Kenneth Ray ROBINSON, Appellant.

No. 17590-KA.

Court of Appeal of Louisiana, Second Circuit.

February 26, 1986.
Writ Denied May 30, 1986.

Daryl Blue, Monroe, for appellant.

William J. Guste, Jr., Atty. Gen., Barbara B. Rutledge, Asst. Atty. Gen., James Allen Norris, Dist. Atty., Michael J. Fontenot, Asst. Dist. Atty., Monroe, for appellee.

Before MARVIN, NORRIS and LINDSAY, JJ.

NORRIS, Judge.

Defendant, Kenneth Ray Robinson, was tried by jury, found guilty of aggravated burglary and sentenced to 15 years at hard *157 labor. From his conviction and sentence he appeals, asserting seven assignments of error. For reasons stated herein, we affirm.

On October 7, 1984 at approximately 3:35 a.m., the Ouachita Sheriff's Department received a call that a burglary was in progress. Three deputies responded and proceeded to Lydia Street in West Monroe, Louisiana. Upon arriving at the scene they found the victim, Linda Jackson, standing outside her home. An investigation revealed that an intruder had broken into her home via the kitchen window. Ms. Jackson testified that she had been asleep and was awakened by a voice calling out her name. She felt a hand around her neck and a sharp object pressing against her throat. She immediately began crying and tried to move when the assailant told her that if she screamed or said anything he would cut her throat. Sitting up, Ms. Jackson managed to turn on a light beside her bed. Surprised, her assailant initially attempted to cover his face with his hands. However, he eventually dropped his hands and Ms. Jackson testified she was only a foot away from him and got a good look at his face. Then, an unknown person began blowing a car horn outside the house and her assailant went over to look out the window. Seizing the opportunity, Ms. Jackson ran from her bedroom and out the front door of her house. Turning back to check on her two children, she saw her assailant fleeing through the house back towards the kitchen. Ms. Jackson then ran to her aunt's house across the street and phoned the police. Ms. Jackson further testified that when she turned on the light she immediately thought of her assailant's name. When the police first arrived she gave the sheriff's deputies the name Kenny Ray. The deputies then proceeded to Kenny Ray's house. Upon asking for the defendant, they were informed by an occupant of the house, Bill Singleton, that Kenny Ray did not live there. According to Bill, the deputies did not ask for Kenny Ray, but rather asked for a Kenny DeWayne. Once the police returned to the victim's house she informed them of her assailant's full name, Kenneth Ray Robinson.
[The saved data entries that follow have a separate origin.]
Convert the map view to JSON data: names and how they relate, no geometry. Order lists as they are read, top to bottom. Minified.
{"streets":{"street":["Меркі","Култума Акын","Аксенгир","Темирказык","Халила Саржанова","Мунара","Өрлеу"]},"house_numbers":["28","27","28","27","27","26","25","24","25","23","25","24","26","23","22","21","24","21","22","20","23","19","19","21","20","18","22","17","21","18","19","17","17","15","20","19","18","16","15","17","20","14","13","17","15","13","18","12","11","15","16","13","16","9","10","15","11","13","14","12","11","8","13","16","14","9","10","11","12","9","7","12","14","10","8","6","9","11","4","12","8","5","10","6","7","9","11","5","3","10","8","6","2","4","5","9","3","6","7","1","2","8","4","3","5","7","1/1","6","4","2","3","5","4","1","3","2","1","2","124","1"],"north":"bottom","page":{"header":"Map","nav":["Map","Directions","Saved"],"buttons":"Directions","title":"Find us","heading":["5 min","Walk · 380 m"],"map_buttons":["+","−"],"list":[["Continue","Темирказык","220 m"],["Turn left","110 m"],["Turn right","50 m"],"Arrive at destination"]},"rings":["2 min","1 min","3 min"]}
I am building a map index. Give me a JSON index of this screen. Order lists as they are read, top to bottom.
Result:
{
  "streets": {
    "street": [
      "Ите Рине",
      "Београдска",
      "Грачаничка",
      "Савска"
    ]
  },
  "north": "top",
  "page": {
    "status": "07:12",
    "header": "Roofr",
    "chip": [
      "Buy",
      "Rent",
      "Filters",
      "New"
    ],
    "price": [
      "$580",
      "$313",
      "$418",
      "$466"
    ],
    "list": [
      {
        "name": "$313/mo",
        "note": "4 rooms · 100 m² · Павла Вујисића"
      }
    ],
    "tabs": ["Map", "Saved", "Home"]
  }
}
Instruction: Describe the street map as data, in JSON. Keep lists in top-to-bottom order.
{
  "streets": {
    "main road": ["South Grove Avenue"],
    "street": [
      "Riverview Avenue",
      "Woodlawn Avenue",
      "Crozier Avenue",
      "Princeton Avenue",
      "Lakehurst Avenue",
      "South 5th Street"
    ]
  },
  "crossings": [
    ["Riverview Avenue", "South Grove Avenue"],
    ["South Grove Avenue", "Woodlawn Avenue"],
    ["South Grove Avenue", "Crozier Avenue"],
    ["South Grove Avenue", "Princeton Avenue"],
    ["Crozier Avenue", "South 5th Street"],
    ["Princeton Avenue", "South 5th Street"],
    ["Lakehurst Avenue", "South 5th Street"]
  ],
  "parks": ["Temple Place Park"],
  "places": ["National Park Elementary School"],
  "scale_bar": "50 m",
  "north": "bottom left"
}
The defendant was eventually brought back to the victim's house by the victim's boyfriend and brother. As soon as the defendant was brought into the house, Ms. Jackson yelled "that's him, that's him." At trial, Ms. Jackson again positively identified the defendant as her assailant. Based on these facts, a jury found the defendant guilty of aggravated burglary and the trial judge sentenced the defendant to 15 years at hard labor.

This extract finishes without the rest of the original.